Otherwise, one could speculate that there are other nefarious reasons that the Joint Interim Judiciary Committee voted last week to look into changing various parts of Senate File 57 after listening to complaints about a law that hasn’t even taken effect yet.
The law passed in March in no small part because of poor decisions by former State Auditor Cynthia Cloud, who couldn’t seem to find a way to open the state’s checkbook to scrutiny. The bill gained support after negotiations on all sides that, among other things, created an ombudsman position to settle complaints about the length of time to comply with records requests.
Sen. Mark Jennings of Sheridan County summarized it best: “It seems very strange that we’re very fixated on fixing a problem in a bill that hasn’t become law. It just seems premature to me or weird.”
Weird, indeed, unless that was the plan all along.
On Tuesday at a meeting in Gillette, the committee heard complaints from a handful of state agencies about some “unduly burdensome” requests that involve too much time by the Attorney General’s Office to scrutinize, both because of the size of the requests and other information that must be redacted that comes along with the sweep of documents requested. The Department of Environmental Quality said it has seen a 100% increase in requests since 2012. Committee members also learned that businesses have been created whose sole duty is extracting information from public data because there is a demand for it.
Far from feeling threatened by those, the committee and Wyoming residents in general should take heart. Government has been charged from the beginning with keeping documents so that we can find out what they are doing. Isn’t it nice that someone wants to scrutinize those documents? To use the information that public officials so dutifully keep? To care enough about government actions to go to the trouble of asking for documents detailing them?
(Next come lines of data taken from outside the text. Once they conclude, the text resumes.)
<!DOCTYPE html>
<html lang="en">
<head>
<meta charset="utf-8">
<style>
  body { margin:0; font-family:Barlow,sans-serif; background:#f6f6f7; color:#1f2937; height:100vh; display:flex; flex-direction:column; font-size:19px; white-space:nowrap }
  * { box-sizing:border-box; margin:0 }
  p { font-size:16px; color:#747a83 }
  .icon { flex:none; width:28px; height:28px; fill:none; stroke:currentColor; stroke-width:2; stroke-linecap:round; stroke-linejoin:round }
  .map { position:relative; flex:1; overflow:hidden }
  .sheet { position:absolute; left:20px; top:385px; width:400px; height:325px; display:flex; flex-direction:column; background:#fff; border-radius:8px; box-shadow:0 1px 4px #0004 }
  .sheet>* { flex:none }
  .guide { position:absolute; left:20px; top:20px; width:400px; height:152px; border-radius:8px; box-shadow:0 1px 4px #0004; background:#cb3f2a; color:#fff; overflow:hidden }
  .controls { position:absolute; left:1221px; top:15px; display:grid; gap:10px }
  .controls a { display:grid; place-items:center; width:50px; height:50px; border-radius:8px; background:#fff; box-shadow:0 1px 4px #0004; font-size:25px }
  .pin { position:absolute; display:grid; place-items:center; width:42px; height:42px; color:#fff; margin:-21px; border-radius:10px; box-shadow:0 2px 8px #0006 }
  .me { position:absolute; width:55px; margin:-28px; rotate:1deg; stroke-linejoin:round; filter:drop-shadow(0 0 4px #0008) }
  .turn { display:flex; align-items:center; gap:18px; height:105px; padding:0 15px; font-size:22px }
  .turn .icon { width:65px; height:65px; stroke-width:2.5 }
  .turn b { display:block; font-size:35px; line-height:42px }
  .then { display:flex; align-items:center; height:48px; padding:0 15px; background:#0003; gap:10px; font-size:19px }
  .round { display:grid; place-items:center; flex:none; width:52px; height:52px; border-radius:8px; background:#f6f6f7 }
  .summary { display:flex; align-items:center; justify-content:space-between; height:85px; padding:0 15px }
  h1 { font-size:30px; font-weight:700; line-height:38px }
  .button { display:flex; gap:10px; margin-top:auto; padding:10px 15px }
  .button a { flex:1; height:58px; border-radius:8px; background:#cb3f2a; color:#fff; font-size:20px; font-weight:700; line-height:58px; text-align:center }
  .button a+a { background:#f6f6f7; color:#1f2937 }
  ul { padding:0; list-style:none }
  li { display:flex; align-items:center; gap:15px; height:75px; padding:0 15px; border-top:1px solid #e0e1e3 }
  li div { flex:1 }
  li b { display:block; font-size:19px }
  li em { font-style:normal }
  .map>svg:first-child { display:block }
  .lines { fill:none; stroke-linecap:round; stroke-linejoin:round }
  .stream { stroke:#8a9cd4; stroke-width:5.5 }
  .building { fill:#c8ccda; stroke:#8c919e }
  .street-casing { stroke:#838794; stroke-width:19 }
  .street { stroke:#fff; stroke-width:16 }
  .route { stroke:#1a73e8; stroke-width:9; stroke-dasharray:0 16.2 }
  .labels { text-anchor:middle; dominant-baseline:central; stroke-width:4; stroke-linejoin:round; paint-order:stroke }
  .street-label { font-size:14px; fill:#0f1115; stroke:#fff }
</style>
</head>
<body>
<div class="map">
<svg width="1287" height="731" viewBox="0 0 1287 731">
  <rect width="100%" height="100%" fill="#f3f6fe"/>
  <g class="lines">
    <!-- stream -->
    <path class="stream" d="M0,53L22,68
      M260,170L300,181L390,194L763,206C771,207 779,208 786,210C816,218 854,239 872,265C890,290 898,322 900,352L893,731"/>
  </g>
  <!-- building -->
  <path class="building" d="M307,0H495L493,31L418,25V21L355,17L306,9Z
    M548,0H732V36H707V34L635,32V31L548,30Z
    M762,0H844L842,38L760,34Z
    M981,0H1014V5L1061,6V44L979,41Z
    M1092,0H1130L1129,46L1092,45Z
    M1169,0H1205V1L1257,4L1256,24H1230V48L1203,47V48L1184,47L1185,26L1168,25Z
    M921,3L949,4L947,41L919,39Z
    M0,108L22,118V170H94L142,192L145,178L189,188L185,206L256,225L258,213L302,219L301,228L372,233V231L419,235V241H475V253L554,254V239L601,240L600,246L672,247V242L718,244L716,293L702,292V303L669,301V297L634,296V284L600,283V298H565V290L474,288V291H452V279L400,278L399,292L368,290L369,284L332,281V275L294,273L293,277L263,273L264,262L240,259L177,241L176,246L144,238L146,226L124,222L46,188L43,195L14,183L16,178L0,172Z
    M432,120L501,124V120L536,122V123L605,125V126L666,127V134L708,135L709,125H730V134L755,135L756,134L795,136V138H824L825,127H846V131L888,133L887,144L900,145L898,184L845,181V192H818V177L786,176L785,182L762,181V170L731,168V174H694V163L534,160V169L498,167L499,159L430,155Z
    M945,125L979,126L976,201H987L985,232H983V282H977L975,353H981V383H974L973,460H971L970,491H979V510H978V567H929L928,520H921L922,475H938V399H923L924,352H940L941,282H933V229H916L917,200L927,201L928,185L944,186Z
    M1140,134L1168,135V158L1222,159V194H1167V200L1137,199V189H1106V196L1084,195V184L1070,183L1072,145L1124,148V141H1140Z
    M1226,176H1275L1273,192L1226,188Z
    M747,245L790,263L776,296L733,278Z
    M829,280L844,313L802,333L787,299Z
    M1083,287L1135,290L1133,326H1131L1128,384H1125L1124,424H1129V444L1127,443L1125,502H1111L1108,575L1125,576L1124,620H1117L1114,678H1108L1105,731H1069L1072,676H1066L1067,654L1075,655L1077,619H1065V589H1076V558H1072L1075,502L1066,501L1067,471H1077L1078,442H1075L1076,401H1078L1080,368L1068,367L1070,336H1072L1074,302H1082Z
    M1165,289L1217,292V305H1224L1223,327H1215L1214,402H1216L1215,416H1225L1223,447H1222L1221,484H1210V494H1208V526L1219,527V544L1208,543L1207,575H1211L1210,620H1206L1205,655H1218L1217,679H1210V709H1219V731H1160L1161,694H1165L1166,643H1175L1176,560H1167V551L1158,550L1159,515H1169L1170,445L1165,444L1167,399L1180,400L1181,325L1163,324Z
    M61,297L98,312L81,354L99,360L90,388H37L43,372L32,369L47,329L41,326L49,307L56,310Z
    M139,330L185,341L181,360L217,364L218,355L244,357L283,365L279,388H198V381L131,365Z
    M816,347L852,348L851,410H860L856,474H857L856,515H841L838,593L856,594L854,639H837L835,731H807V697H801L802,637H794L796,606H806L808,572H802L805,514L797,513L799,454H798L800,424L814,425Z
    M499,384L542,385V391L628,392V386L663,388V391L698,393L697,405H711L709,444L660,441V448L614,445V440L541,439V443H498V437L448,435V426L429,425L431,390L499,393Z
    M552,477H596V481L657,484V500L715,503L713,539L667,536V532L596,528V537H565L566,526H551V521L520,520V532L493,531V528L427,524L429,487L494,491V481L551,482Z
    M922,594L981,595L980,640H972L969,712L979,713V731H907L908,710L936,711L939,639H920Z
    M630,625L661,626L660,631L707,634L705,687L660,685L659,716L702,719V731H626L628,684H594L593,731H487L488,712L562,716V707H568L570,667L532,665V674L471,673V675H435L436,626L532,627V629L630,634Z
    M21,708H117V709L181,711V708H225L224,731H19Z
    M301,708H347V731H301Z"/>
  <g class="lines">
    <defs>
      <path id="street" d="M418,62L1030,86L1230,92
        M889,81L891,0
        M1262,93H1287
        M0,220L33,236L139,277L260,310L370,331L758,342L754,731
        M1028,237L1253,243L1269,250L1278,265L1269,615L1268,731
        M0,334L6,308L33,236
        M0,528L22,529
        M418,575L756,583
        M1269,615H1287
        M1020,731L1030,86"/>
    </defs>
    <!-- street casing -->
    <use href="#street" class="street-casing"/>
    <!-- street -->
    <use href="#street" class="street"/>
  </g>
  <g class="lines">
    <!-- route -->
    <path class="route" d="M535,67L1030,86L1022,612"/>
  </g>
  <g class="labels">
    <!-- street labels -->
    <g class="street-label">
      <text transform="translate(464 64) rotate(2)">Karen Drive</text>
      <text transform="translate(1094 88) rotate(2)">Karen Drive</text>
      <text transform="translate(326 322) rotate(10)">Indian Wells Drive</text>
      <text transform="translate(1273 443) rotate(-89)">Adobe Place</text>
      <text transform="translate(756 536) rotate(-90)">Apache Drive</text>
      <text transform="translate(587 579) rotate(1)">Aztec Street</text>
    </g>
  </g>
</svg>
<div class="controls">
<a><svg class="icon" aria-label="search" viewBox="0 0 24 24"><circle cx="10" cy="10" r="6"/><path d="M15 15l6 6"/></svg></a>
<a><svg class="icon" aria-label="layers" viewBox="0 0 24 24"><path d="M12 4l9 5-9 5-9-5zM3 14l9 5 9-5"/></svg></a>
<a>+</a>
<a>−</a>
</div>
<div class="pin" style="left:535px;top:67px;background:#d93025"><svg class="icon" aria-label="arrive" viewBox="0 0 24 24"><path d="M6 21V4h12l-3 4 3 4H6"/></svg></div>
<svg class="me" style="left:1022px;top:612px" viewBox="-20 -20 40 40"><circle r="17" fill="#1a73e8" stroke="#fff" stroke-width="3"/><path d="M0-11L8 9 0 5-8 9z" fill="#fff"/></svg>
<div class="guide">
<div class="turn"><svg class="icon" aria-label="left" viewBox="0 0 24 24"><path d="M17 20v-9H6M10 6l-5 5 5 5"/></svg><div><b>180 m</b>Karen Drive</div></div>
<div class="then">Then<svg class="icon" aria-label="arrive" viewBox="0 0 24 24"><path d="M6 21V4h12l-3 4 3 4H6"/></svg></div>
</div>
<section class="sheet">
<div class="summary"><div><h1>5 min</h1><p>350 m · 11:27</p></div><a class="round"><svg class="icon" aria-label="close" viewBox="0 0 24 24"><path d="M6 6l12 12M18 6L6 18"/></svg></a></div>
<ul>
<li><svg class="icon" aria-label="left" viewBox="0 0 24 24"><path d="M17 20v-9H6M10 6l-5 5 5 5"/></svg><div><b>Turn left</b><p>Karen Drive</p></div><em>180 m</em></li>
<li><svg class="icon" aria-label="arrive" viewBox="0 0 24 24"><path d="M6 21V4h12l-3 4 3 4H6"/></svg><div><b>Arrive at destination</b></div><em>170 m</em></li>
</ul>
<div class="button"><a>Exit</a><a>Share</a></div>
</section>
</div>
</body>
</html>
The answers should be yes, yes and an even stronger yes.
Clearly, Sen. Tara Nethercott of Cheyenne isn’t a fan of SF57, saying early in the discussion that the committee could make “thoughtful” legislation rather than jumping into the fray of transparency.
The committee now has called for a number of changes to be considered at its next meeting, ignoring that a majority of the Legislature pondered changes and thought SF57 settled them. Rep. Bill Pownall of Campbell County called for its repeal.
The truth is that not one single government agency can say it can’t comply with SF57. The law hasn’t taken effect yet. There has been not one public records request made under it; there has not been one deadline gone unmet; there has been not one case that the still-to-be-hired ombudsman has looked at. None of that may even have happened by the time the panel meets again to consider changing it.
Agencies — and legislators — can only speculate.
Unspoken at the meeting was another truth: Government officials keep documents for the public’s benefit however those members of the public choose to use them. It’s their job. And it shouldn’t be considered a burden.